The optimization process and recommendations:
  1. Avoid Subqueries (query line: 5): We advise against using subqueries as they are not optimized well by the optimizer. Therefore, it's recommended to join a newly created temporary table that holds the data, which also includes the relevant search index.
  2. Avoid Subqueries (query line: 15): We advise against using subqueries as they are not optimized well by the optimizer. Therefore, it's recommended to join a newly created temporary table that holds the data, which also includes the relevant search index.
  3. Avoid Subqueries (query line: 23): We advise against using subqueries as they are not optimized well by the optimizer. Therefore, it's recommended to join a newly created temporary table that holds the data, which also includes the relevant search index.
  4. Create Optimal Indexes (modified query below): The recommended indexes are an integral part of this optimization effort and should be created before testing the execution duration of the optimized query.
  5. Push Filtering Conditions Into Subqueries (modified query below): Parts of the WHERE clause can pushed from the outer query to a subquery / union clause. Applying those conditions as early as possible will allow the database to scan less data and run the query more efficiently.

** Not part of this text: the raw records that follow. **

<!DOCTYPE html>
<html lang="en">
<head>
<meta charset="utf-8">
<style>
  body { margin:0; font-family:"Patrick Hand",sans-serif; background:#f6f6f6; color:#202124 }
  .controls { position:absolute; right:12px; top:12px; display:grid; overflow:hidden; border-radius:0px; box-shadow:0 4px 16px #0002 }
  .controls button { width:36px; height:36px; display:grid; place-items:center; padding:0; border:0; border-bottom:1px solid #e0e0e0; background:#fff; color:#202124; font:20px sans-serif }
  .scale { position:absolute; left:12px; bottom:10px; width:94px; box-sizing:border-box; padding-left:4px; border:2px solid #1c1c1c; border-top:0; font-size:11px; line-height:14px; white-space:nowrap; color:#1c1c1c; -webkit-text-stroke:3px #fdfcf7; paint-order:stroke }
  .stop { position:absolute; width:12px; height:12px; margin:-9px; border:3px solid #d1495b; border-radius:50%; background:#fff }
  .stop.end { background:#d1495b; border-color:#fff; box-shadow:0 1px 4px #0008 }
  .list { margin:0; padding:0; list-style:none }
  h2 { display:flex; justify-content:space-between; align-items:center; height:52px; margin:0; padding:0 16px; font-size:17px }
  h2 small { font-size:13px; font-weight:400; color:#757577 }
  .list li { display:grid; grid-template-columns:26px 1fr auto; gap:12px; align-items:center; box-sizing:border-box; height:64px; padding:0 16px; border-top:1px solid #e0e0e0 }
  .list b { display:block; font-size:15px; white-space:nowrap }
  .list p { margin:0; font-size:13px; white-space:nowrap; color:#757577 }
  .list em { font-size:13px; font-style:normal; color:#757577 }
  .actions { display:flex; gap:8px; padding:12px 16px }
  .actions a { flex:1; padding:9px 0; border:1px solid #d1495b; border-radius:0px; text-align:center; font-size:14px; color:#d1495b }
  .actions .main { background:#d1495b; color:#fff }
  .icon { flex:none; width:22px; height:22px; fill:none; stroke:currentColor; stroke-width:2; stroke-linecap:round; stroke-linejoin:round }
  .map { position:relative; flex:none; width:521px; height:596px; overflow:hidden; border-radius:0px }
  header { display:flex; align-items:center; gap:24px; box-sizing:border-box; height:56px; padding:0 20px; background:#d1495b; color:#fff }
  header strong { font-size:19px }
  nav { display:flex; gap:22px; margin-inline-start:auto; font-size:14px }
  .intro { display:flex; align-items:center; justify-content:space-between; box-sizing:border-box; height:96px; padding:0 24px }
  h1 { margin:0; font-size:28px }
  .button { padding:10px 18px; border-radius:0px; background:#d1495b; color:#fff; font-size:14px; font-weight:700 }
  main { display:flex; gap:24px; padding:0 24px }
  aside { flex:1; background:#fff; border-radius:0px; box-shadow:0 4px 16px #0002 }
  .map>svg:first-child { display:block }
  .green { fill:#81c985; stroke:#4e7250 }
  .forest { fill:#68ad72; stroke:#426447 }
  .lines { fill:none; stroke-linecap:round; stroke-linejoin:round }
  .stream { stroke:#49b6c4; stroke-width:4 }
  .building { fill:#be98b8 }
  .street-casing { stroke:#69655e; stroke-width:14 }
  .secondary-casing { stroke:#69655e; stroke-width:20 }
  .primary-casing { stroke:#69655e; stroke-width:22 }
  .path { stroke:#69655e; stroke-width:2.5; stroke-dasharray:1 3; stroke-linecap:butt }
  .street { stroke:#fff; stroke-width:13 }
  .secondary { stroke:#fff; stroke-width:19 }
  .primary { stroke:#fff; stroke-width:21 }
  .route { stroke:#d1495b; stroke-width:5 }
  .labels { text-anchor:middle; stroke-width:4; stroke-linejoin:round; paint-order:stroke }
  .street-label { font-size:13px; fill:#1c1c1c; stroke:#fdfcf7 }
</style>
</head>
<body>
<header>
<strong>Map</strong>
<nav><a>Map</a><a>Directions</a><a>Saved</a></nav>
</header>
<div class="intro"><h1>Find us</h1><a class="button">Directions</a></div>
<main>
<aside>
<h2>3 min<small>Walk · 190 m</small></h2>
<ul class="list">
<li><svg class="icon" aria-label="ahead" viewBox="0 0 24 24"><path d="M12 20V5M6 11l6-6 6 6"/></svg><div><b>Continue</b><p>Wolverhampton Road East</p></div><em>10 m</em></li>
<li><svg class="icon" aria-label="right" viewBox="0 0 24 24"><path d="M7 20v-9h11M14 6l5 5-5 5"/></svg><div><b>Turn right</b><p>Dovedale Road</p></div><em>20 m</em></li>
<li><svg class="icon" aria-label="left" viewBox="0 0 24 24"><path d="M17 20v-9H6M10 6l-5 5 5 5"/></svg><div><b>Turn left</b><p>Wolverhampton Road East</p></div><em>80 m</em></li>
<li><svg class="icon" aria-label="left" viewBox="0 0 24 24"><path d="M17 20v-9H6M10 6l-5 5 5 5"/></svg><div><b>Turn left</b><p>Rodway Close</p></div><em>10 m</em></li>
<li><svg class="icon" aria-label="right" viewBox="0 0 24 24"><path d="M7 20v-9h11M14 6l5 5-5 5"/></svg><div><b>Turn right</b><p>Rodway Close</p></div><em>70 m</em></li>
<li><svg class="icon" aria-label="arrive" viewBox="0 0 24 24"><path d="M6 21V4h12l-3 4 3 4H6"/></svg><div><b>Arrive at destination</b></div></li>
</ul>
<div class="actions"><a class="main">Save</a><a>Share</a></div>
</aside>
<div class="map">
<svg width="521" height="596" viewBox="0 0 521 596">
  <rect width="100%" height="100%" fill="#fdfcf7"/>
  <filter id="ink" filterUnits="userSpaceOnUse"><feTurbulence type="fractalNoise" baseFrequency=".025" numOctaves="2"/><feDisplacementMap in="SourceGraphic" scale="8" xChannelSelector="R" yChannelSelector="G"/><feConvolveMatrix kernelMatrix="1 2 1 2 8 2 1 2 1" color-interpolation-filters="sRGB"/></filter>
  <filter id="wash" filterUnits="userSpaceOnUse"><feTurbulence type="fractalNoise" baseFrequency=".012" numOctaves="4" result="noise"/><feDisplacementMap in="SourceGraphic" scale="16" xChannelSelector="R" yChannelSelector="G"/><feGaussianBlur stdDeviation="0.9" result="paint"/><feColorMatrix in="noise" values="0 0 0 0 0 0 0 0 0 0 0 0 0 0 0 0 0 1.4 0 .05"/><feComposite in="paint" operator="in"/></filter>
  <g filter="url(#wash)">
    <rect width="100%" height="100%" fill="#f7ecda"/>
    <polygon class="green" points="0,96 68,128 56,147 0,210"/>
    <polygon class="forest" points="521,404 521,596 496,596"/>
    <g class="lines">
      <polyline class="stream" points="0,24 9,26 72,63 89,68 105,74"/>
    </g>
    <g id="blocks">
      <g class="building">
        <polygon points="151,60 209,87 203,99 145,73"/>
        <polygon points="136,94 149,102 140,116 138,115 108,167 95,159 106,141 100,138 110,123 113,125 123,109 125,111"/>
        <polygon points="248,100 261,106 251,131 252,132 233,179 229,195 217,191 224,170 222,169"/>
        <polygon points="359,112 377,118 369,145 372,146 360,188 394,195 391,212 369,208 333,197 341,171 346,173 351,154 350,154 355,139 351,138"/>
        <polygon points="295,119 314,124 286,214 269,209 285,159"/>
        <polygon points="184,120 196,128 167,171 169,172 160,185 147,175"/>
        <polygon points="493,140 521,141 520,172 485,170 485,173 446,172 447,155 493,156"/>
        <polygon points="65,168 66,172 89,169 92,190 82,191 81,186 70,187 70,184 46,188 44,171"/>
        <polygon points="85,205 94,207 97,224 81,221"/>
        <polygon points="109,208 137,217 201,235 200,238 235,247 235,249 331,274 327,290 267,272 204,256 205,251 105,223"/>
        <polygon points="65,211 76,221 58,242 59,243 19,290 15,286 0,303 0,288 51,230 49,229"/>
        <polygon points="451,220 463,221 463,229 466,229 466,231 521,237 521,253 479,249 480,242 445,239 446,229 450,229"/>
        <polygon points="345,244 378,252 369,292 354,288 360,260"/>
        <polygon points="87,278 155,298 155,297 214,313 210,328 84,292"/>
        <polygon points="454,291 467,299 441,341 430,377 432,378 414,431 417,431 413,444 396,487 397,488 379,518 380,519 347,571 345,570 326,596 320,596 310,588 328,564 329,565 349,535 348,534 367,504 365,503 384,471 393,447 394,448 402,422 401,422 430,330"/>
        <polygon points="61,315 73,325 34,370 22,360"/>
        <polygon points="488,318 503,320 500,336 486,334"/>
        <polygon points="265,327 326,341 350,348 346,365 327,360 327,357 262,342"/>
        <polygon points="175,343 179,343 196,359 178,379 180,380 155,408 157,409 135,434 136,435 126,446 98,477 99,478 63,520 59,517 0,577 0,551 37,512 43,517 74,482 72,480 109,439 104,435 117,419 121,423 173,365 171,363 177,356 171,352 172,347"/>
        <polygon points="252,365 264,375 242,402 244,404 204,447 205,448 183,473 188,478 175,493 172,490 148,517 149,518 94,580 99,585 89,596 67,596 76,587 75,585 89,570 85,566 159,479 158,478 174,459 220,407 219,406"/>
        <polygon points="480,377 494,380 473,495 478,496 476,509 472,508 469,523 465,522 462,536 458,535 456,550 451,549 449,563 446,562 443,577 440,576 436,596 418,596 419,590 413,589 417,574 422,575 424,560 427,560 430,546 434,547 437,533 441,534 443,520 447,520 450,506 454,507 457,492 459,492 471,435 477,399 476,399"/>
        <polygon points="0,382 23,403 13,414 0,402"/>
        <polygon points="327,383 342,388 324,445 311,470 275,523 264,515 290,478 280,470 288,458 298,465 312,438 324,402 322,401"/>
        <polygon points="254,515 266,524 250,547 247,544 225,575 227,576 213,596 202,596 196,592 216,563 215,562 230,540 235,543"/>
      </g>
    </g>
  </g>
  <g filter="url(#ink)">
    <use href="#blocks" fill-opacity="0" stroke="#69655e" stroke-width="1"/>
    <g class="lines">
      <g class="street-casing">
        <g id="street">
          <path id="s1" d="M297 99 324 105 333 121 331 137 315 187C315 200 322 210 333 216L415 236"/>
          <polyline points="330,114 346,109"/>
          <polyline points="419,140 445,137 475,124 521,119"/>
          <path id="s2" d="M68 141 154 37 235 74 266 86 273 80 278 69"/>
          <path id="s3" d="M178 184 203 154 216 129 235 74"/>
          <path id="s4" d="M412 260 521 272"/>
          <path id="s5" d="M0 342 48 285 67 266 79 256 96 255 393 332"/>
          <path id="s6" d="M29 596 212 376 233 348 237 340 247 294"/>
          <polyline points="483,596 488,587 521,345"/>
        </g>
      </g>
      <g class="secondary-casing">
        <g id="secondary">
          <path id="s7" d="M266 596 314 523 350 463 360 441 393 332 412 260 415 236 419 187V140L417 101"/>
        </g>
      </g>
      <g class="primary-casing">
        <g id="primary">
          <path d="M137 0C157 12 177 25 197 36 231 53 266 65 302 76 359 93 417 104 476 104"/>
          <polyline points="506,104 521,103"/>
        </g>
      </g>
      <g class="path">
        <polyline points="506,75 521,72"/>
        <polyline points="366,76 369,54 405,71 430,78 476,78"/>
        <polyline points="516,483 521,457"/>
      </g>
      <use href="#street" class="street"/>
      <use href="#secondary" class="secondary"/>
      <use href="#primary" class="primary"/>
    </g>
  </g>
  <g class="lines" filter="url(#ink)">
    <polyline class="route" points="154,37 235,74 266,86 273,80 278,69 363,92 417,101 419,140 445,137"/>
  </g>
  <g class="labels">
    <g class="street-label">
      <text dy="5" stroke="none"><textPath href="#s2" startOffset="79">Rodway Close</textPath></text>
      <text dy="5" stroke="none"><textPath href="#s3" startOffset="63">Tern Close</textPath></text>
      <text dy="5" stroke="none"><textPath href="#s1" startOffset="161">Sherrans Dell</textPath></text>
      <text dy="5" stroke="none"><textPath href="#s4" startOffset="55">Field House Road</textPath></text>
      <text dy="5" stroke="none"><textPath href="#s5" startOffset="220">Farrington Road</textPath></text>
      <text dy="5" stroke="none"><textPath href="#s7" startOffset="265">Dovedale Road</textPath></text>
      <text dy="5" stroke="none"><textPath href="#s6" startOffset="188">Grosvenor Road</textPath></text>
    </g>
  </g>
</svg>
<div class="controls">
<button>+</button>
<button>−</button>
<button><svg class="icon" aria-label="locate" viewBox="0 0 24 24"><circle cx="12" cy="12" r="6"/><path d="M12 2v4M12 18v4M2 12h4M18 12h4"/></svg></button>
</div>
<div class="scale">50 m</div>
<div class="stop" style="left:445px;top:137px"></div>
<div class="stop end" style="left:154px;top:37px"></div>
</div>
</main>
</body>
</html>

Optimal indexes for this query:
CREATE INDEX v_quotes_idx_symbol_adj_close_trade_date ON "v_quotes" ("symbol","adj_close" desc,"trade_date" desc);
CREATE INDEX v_quotes_idx_trade_date ON "v_quotes" ("trade_date");
The optimized query:
SELECT
        tmp.trade_date,
        count(*) 
    FROM
        (SELECT
            DISTINCT 
                ON (symbol) v_quotes.symbol,
                v_quotes.trade_date,
                v_quotes.adj_close 
        FROM
            v_quotes 
        WHERE
            (
                v_quotes.trade_date >= (
                    SELECT
                        max(v_quotes.trade_date) 
                    FROM
                        v_quotes
                ) - INTERVAL '1 year'
            ) 
            AND (
                v_quotes.trade_date = (
                    SELECT
                        max(v_quotes.trade_date) 
                    FROM
                        v_quotes
                )
            ) 
        ORDER BY
            v_quotes.symbol,
            v_quotes.adj_close DESC,
            v_quotes.trade_date DESC) AS tmp 
        WHERE
            1 = 1 
        GROUP BY
            tmp.trade_date

Related Articles



* original question posted on StackOverflow here.